Records from a collection:
'''
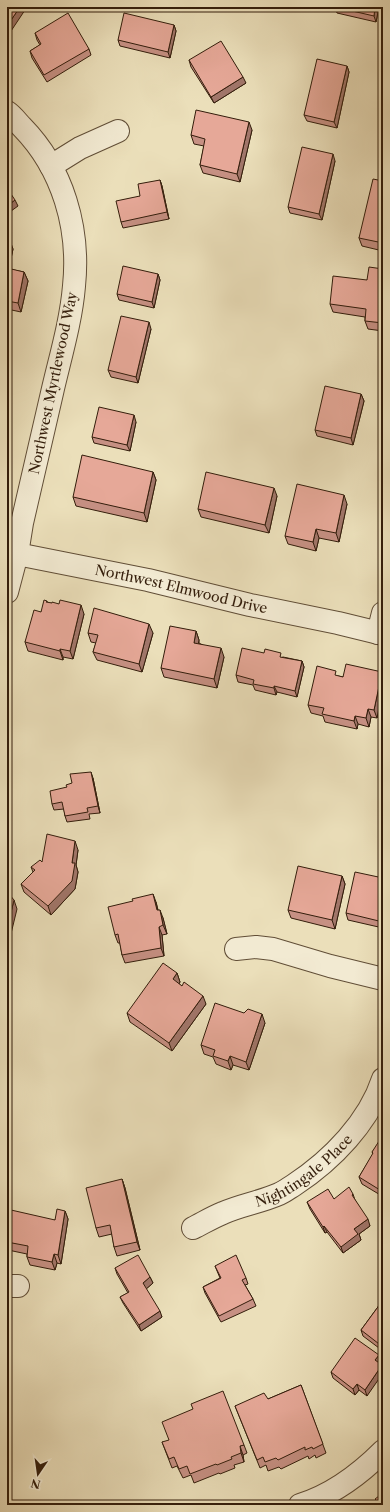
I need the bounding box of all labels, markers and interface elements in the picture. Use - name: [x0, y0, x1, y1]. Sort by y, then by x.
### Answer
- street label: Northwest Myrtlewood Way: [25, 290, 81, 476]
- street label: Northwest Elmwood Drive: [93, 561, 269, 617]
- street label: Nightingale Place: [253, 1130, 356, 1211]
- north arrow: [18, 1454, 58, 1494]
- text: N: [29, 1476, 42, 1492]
'''
Exercise instructions >> Reproduce the data above word for word and omit the images.

Answer for this exercise >>
I need the bounding box of all labels, markers and interface elements in the picture. Use - name: [x0, y0, x1, y1]. Sort by y, then by x.
### Answer
- street label: Northwest Myrtlewood Way: [25, 290, 81, 476]
- street label: Northwest Elmwood Drive: [93, 561, 269, 617]
- street label: Nightingale Place: [253, 1130, 356, 1211]
- north arrow: [18, 1454, 58, 1494]
- text: N: [29, 1476, 42, 1492]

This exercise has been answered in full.